(Loyal, that is, to truth, truth being the fundamental of the gospel we once thought we had embraced as converts to the LDS church.)
Shortly before Easter I received a written invitation to meet with the local LDS Bishop and Stake President on Wednesday 25th April. I had not been attending church for three and a half years, and during that time had had just three fairly superficial exchanges with the bishop. Bishop Wiltshire is a caring, self-effacing man with little desire, I sense, to occupy that particular position of responsibility; he freely admits that he finds it challenging to deal with what he terms “intellectual matters”. By this he means the hard-to-explain anomalies in real LDS church history, which have caused me to re-evaluate my commitment to the church.
During the first of those visits Bishop Wiltshire rather apologetically explained that he was not prepared to discuss my concerns about LDS history, and felt he should warn me that if I shared whatever I had discovered with anyone outside of my immediate family, then I would likely be considered in apostasy, and might face church discipline.
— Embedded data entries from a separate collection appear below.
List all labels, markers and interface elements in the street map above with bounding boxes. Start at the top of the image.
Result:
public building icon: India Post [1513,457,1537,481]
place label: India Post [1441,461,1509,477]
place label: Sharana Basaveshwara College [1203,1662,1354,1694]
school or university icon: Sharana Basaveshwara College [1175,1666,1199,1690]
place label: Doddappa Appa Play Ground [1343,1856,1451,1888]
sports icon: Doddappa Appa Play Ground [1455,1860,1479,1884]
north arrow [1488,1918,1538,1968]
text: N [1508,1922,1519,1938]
The second visit was really to interview my daughter, after which he briefly repeated his previous message to me. The third occasion followed our son’s tragic death in September 2010, when, as bishop, he dutifully dropped in to express his condolences. That period was a complete blur, and I only recall that he sat with us for a few minutes, not really knowing what to say.
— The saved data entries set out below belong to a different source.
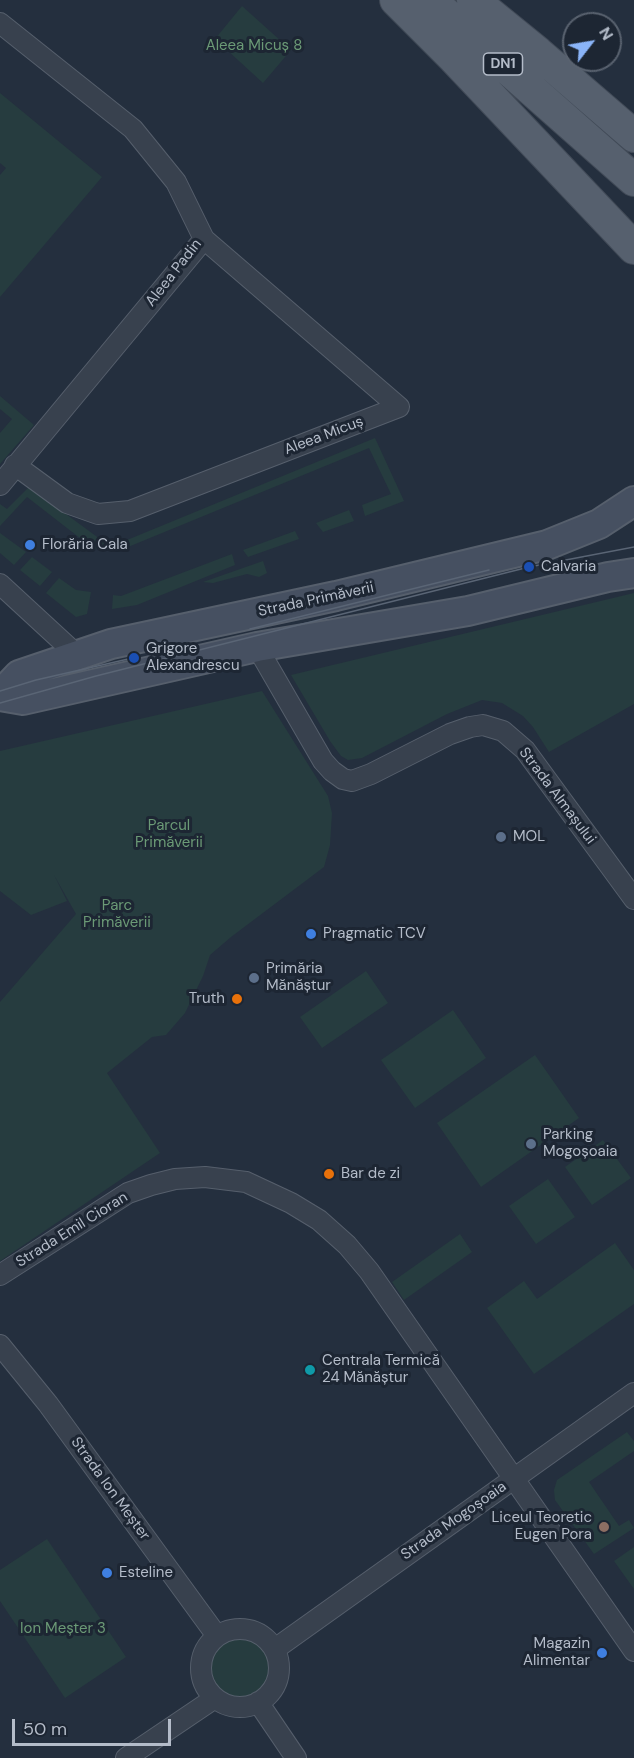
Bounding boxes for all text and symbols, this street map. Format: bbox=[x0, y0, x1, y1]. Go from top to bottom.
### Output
north arrow bbox=[562, 12, 622, 72]
text: N bbox=[594, 23, 618, 44]
park label: Aleea Micuș 8 bbox=[206, 37, 302, 55]
road number: DN1 bbox=[484, 53, 522, 75]
street label: Aleea Padin bbox=[142, 236, 206, 310]
street label: Aleea Micuș bbox=[282, 413, 366, 459]
place label: Florăria Cala bbox=[42, 536, 128, 554]
marker: Florăria Cala bbox=[23, 538, 37, 552]
place label: Calvaria bbox=[541, 558, 596, 576]
marker: Calvaria bbox=[522, 560, 536, 574]
street label: Strada Primăverii bbox=[257, 579, 375, 621]
place label: Grigore Alexandrescu bbox=[146, 640, 240, 675]
marker: Grigore Alexandrescu bbox=[127, 651, 141, 665]
street label: Strada Almașului bbox=[515, 744, 599, 848]
park label: Parcul Primăverii bbox=[135, 817, 203, 852]
place label: MOL bbox=[513, 828, 545, 846]
marker: MOL bbox=[494, 830, 508, 844]
park label: Parc Primăverii bbox=[83, 897, 151, 932]
place label: Pragmatic TCV bbox=[323, 925, 426, 943]
marker: Pragmatic TCV bbox=[304, 927, 318, 941]
place label: Primăria Mănăștur bbox=[266, 960, 331, 995]
marker: Primăria Mănăștur bbox=[247, 971, 261, 985]
place label: Truth bbox=[189, 990, 225, 1008]
marker: Truth bbox=[230, 992, 244, 1006]
place label: Parking Mogoșoaia bbox=[543, 1126, 618, 1161]
marker: Parking Mogoșoaia bbox=[524, 1137, 538, 1151]
place label: Bar de zi bbox=[341, 1165, 400, 1183]
marker: Bar de zi bbox=[322, 1167, 336, 1181]
street label: Strada Emil Cioran bbox=[13, 1188, 131, 1272]
place label: Centrala Termică 24 Mănăștur bbox=[322, 1352, 440, 1387]
marker: Centrala Termică 24 Mănăștur bbox=[303, 1363, 317, 1377]
street label: Strada Ion Meșter bbox=[67, 1434, 153, 1544]
street label: Strada Mogoșoaia bbox=[398, 1478, 510, 1564]
place label: Liceul Teoretic Eugen Pora bbox=[491, 1509, 592, 1544]
marker: Liceul Teoretic Eugen Pora bbox=[597, 1520, 611, 1534]
place label: Esteline bbox=[119, 1564, 173, 1582]
marker: Esteline bbox=[100, 1566, 114, 1580]
park label: Ion Meșter 3 bbox=[20, 1620, 106, 1638]
place label: Magazin Alimentar bbox=[523, 1635, 590, 1670]
marker: Magazin Alimentar bbox=[595, 1646, 609, 1660]
scale bar bbox=[15, 1707, 174, 1745]
text: 50 m bbox=[23, 1717, 67, 1741]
So why, after so long, and so many missed opportunities to support us emotionally through our challenges and grief, did the local leadership now want me to go to see them? When I posed that question to them, I was answered that the purpose of the meeting would be to discuss “personal thoughts and feelings about… testimony, the Church and its teachings”. It appears that I had rattled a few cages by recently posting a Public Apology for having followed the LDS church’s racist teachings when I was a new convert to Mormonism.
I had been baptised in 1971, at the age of 18, but was not made aware of LDS racist issues until some while later. At that period of LDS history men of African descent were still denied the privileges of priesthood and of being sealed to their families in the Mormon temple, as members of all other races were. This was because Africans/”negroes” were depicted in LDS theology as bearing the mark of Cain, which indicated that they had been less valiant in the pre-existence, and were therefore spiritually inferior.
I had two black Zimbabwean friends, and when I enthusiastically tried to introduce them to the LDS missionaries in 1972 I was taken to one side by the Mission President, and advised that it would be better if they were not entertained as prospective converts, as they could never share in the eternal blessings that were mine to claim as a white man. For the first six or so years of my membership I accepted with unease this deeply racist stance, believing it must have a divine purpose of some sort. Then, in June 1978, the priesthood ban was removed by the church, to my relief, and the relief of most LDS members; however, the insidious dogma of spiritual inferiority took many more years for me to eradicate from my understanding. It was for this reason that earlier this year I drafted and signed my Public Apology to people of Black African descent. Others added their signature to mine, and sought to give it publicity among LDS and ex-LDS friends.
In a short time the Public Apology came to the attention of certain members of my local LDS congregation, in Yeovil, who were very critical of my actions, not, I believe, because they had any intention of justifying racism, but because the Apology inferred that the LDS church had been at fault, and that past church leaders had been uninspired. Their criticisms were accurate, if unwarranted, for I do indeed hold past leadership responsible for this abomination, and unequivocally declare that these were never God’s intended teachings.
So complaints having been made, it appears that at the meeting on 25th April, I shall be asked to say sorry for having said sorry! And, my intention is to tell Bishop Wiltshire, and Stake President Crew, “sorry, but I’m not going to say sorry for feeling as I do, or for expressing those feelings publicly as is my right”.
And then we shall encounter an impasse, and I anticipate that my LDS membership will be placed on the line. It seems likely, and perhaps inevitable that I shall be asked to appear before a disciplinary council, (church court), in due course, and will lose my LDS membership if I am not prepared to relent. Such a decision, if taken by President Crew, would, according to LDS theology, be extremely serious. It would spell the end of my eternal marriage contract to my wife of 32 years, Diana, (a faithful member since she joined in 1977), and would sever any eternal relationship I might enjoy with my children and my parents, and extended family members. The “sin” occasioning such extreme theological consequences would be that of exercising freedom of conscience and freedom of speech, which had reflected badly, though entirely honestly, on the LDS church’s historical position.
This, I think sets the scene for what may well become something of a saga over the coming weeks and months. I shall report further as the story develops.